Redefining how concrete is manufactured, Calix has pioneered a new approach to concrete creation with the Leilac technology to enable businesses to reach net zero targets. Lewis Cross writes.

Contributing roughly eight per cent of carbon emissions worldwide, cement and concrete iare essential for modern living but have historically been damaging to the environment. 

Concrete, cement and other limestone products are formed through the heating of cement meal and other applicable aggregates.

To focus on the reduction of carbon dioxide (CO2) that is inevitably produced from the production of cement, Calix formed Leilac (Low Emissions Intensity Lime and Cement) to spread leading edge carbon capture technology worldwide.

The Leilac technology is being piloted with the world’s largest cement and lime companies, such as Adbri, Boral, Heidelberg Materials and Cemex, to mitigate their CO2 emissions dramatically, without significant use of energy or capital penalty.

Leilac chief executive officer Daniel Rennie explained to Quarry the benefits of the Leilac technology when it comes to carbon capture.

“Leilac was born from environmental technology company, Calix, who established global partnerships across industry, academia and government to develop this unique technology for the decarbonisation of cement and lime,” Rennie said.

The process to create cement requires heat to break apart the limestone and combine the crushed components of cement, which releases unavoidable CO2 emissions as part of the reaction.

Employing a unique carbon capture utilisation and storage (CCUS) approach that involves indirect heating allows Leilac to separate the product that is heated from the source that heats it.

“Our indirect heating approach uses a module of steel tubes to deliver radiative heat to limestone or cement meal,” Rennie said.

“By separating what we heat from how we heat it, the process emissions are largely pure CO2, as they remain uncontaminated by air or heating gases. Therefore, it does not require a conventional, energy intensive process of separating gases from gases. 

The result is a highly efficient, low cost solution, for the separation of process emissions as high purity CO2 ready for compression, transport or storage.

Leilac’s technology replaces part of the existing cement plant, rather than adding an additional process, which ensures that there are no additional chemicals or processes.

The Leilac technology can be retrofitted and integrated to an operational plant with minimal disruption.

There are two distinct types of emissions that are part of cement and lime decarbonisation: the process emissions that are unavoidably created when processing the limestone and cement meal, and the energy emissions that come from heating the limestone and cement meal.

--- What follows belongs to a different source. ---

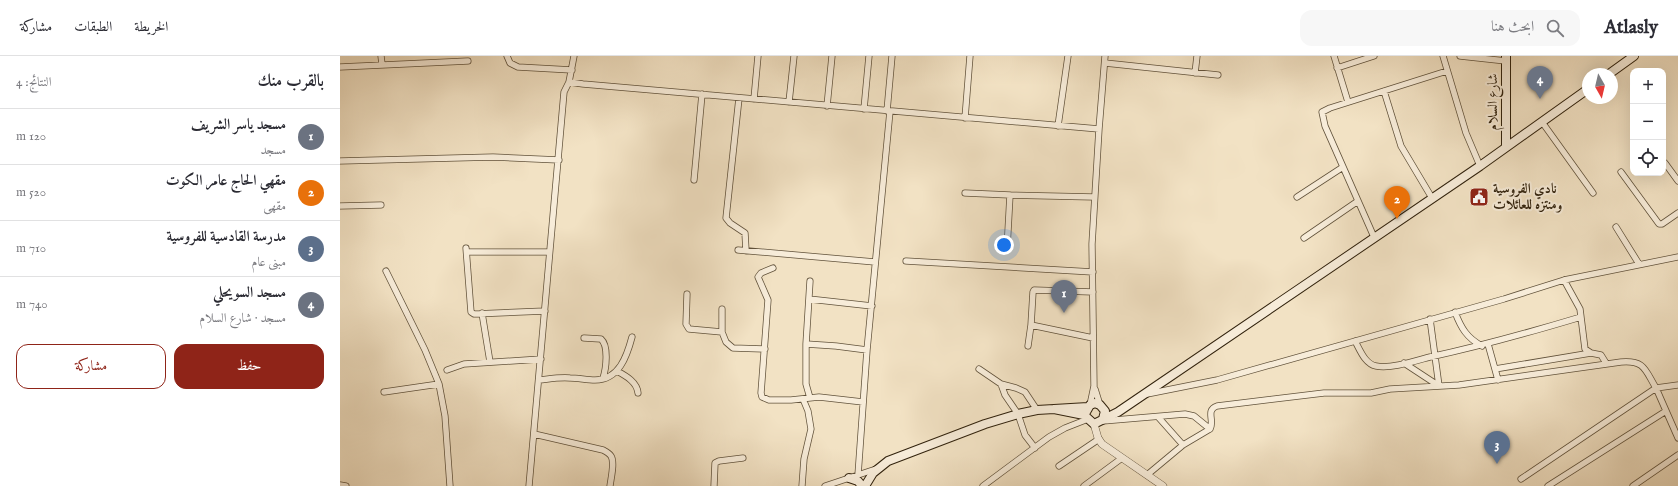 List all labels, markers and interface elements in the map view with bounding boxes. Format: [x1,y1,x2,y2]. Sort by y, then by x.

One of the strengths of Leilac’s technology is its ability to be used in multiple settings.

“Leilac’s technology is designed to be energy agnostic and electrification ready,” Rennie said. “We are working on flexible and economical solutions to decarbonise energy consumption in the industry. These solutions will include the use of low-cost alternative fuels, renewable electricity or green hydrogen for carbon neutral cement and lime. 

“Leilac’s technology has the potential for strong synergies with other capture technologies that can capture fuel emissions. The combination has the potential for creating the lowest cost route to carbon negative cement and lime.”

Traditional carbon capture technologies can employ sorbents or other chemical applications to absorb CO2 released from the process of cement creation. 

However, these approaches require additional energy, which call for emitters to account for any carbon emissions that occur from the use of additional energy, as Rennie explained.

In contrast, the CCUS approach from Leilac is a novel approach as it re-engineers an existing process to optimise and draw as much benefit with as little penalty to energy usage as possible.

“Leilac’s approach is different. We simply re-engineer the process flows of a traditional calciner to separate high purity CO2 from limestone, with minimal energy penalty.” 

One of Leilac’s partners currently undertaking engineering studies to install the Leilac technology is Adbri.

A spokesperson from Adbri highlighted the importance of CCUS solutions in a 2022 announcement of the partnership released by Calix.

“As a leading Australian producer of lime aspiring to be net zero by 2050, we recognise it is a difficult manufacturing process to abate,” Adbri said.

“Transformative technology-led partnerships like this one with Calix form a key part of our own pathway to net zero by 2050, reducing our emissions profile while supporting the decarbonisation of our end-market customers.”

The benefits for this style of CCUS technology is appealing, not just from an emissions reduction standpoint, but also from a financial standpoint.

This is particularly the case where policy settings incentivise CO2 abatement, such as in the “EU ETS and CBAM policies, the US Inflation Reduction Act’s changes to Q45, and  the announced changes to the Safeguard Mechanism being discussed in Australia,” as Rennie said.

Calix’s technology is being piloted with the world’s largest cement and lime companies.

Environmental concerns

With the global use of cement being essential to modern society, considerations need to be made on the environmental impact it has worldwide. 

Cement is the key ingredient in concrete and is the second most consumed substance on Earth, after water. It provides the foundations of modern society and economies as it is found in almost all buildings and infrastructure. 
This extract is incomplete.